Graphical representation of the $d$-wave charge compressibility. A spring denotes two interactions, the electron-electron interaction (wavy line) and the electron-phonon interaction (dashed line), and the corresponding form factors at the vertex (open circle) are $d_{\mathbf{k}}$ and $g_{\mathrm{ph}}{d}_{\mathbf{k}}$, respectively.
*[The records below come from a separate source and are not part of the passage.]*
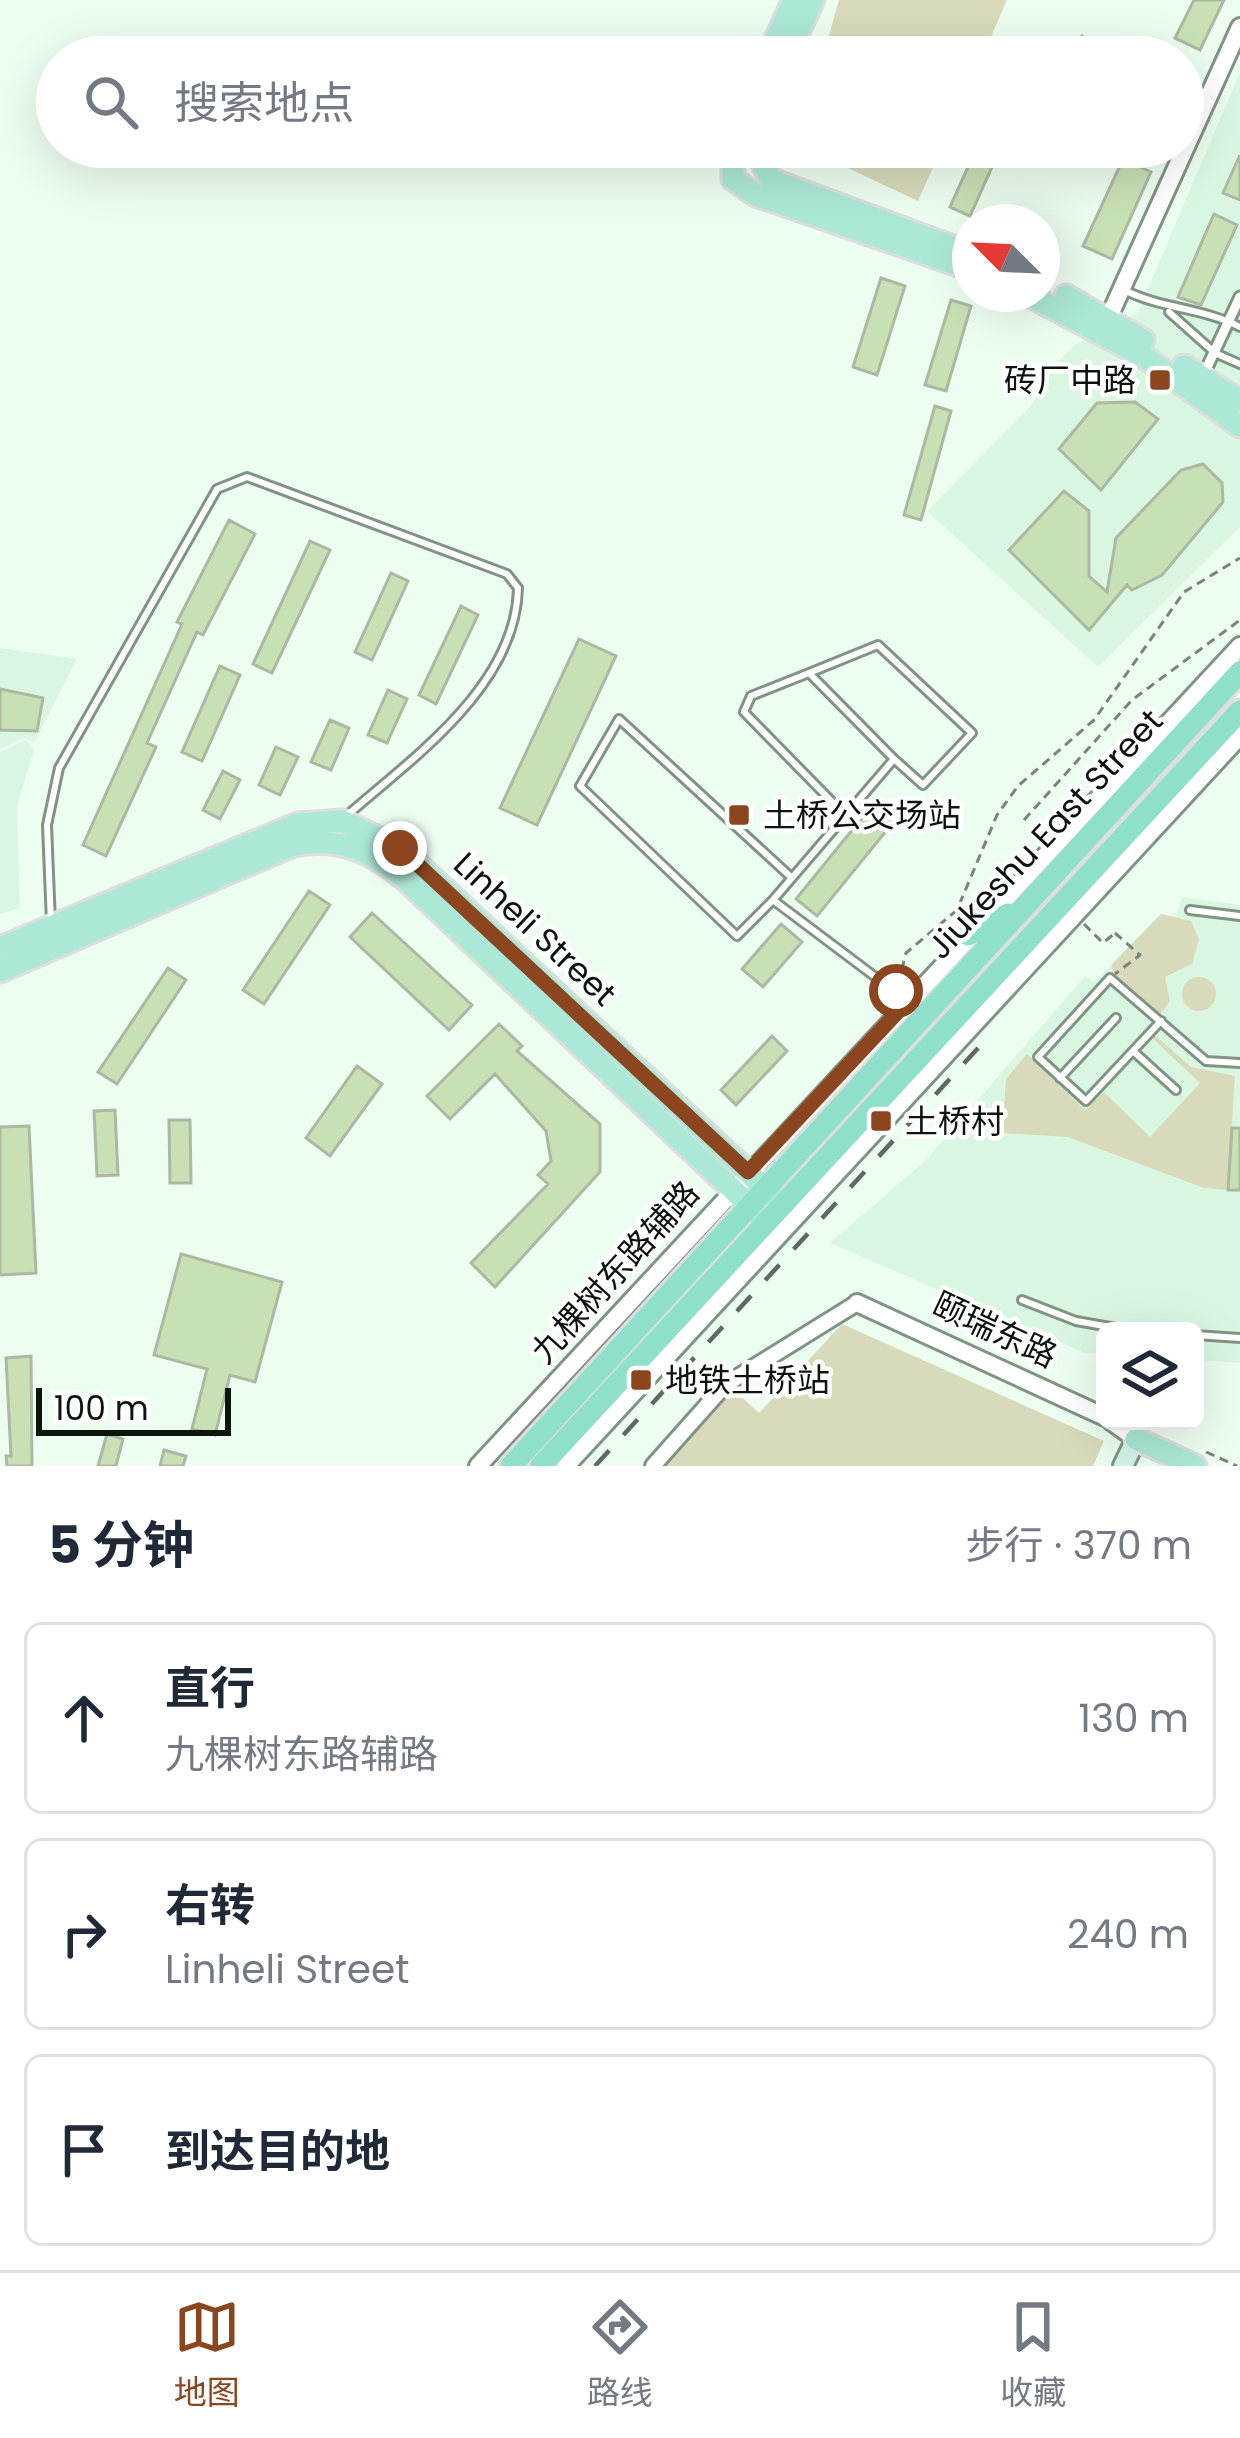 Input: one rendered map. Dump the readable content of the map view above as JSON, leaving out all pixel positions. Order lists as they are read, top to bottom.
{
  "streets": {
    "highway": ["Jiukeshu East Street"],
    "main road": ["Linheli Street", "颐瑞东路"],
    "street": ["九棵树东路辅路"]
  },
  "crossings": [
    ["Jiukeshu East Street", "Linheli Street"],
    ["Jiukeshu East Street", "九棵树东路辅路"],
    ["Linheli Street", "九棵树东路辅路"]
  ],
  "places": {
    "transit": [
      "砖厂中路",
      "土桥公交场站",
      "土桥村",
      "地铁土桥站"
    ]
  },
  "scale_bar": "100 m",
  "north": "top left",
  "page": {
    "search": "搜索地点",
    "scale": "100 m",
    "heading": ["5 分钟", "步行 · 370 m"],
    "list": [
      ["直行", "九棵树东路辅路", "130 m"],
      ["右转", "Linheli Street", "240 m"],
      "到达目的地"
    ],
    "nav": ["地图", "路线", "收藏"]
  }
}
The shaded vertex is defined by the equality of the first and second line; the rest of the notation is the same as in Fig. 1.

Figure 6

(a) $\omega$ dependence of Im$\hspace{0.5em}{\chi }^{B_{1g}}(\omega )$ for a sequence of temperatures $T$ close to the $d$FSD instability at $T_c=0.098$ in the normal state at $\delta =0.10$. (b) Low-energy region of $S(\omega )$ near the $d$FSD instability. (c) Im$\hspace{0.5em}{\Pi }^{\mathit{dd}}(\omega )$ and (d) Re$\hspace{0.5em}{\Pi }^{\mathit{dd}}(\omega )$ as a function of $\omega$ for several values of $T$.

Figure 7

(a) $\omega$ dependence of $S(\omega )$ for a sequence of doping concentrations in the superconducting state at $T=0.001$; the actual value of $S(\omega )$ is obtained by multiplication with the factor indicated near each peak except for $\delta =0.50$. (b) $\omega$ dependence of Re$\hspace{0.5em}{\Pi }^{\mathit{dd}}(\omega )$ (solid line) and Im$\hspace{0.5em}{\Pi }^{\mathit{dd}}(\omega )$ (dashed line) at $\delta =0.25$ and $0.50$. (c) The peak position of $S(\omega )$ (solid circles) and its peak height (solid line) as a function of doping; also shown are the energies ${\omega }_{\mathrm{res}}$ (open circles); the $d$FSD instability occurs at ${\delta }_c=0.207$.

Figure 8

$\omega$ dependence of $S_{\mathrm{ph}}$ (a) and Re$\hspace{0.5em}{\mathrm{\Pi ̃}}^{\mathit{dd}}(\omega )$ (b) for several choices of temperatures in the normal state at $\delta =0.10$; the renormalized critical temperature of the $d$FSD instability is $T_c=0.126$. (c) Peak positions ${\omega }^{\mathrm{ph}}$ and ${\omega }_s^{\mathrm{ph}}(<{\omega }^{\mathrm{ph}})$ of $S_{\mathrm{ph}}(\omega )$ and their peak heights as a function of $T$.

Figure 9

(a) $\omega$ dependence of $S_{\mathrm{ph}}(\omega )$ for several choices of $\delta$ in the superconducting state at $T=0.001$; the actual value at $\delta =0.50$ is obtained by multiplying with a factor of 2. (b) $\omega$ dependence of Res$(\omega )$ for different $\delta$. (c) Peak positions ${\omega }^{\mathrm{ph}}$ and ${\omega }_s^{\mathrm{ph}}(<{\omega }^{\mathrm{ph}})$ of $S_{\mathrm{ph}}(\omega )$ as a function of $\delta$ together with their peak heights. The $d$FSD instability occurs at ${\delta }_c=0.233$.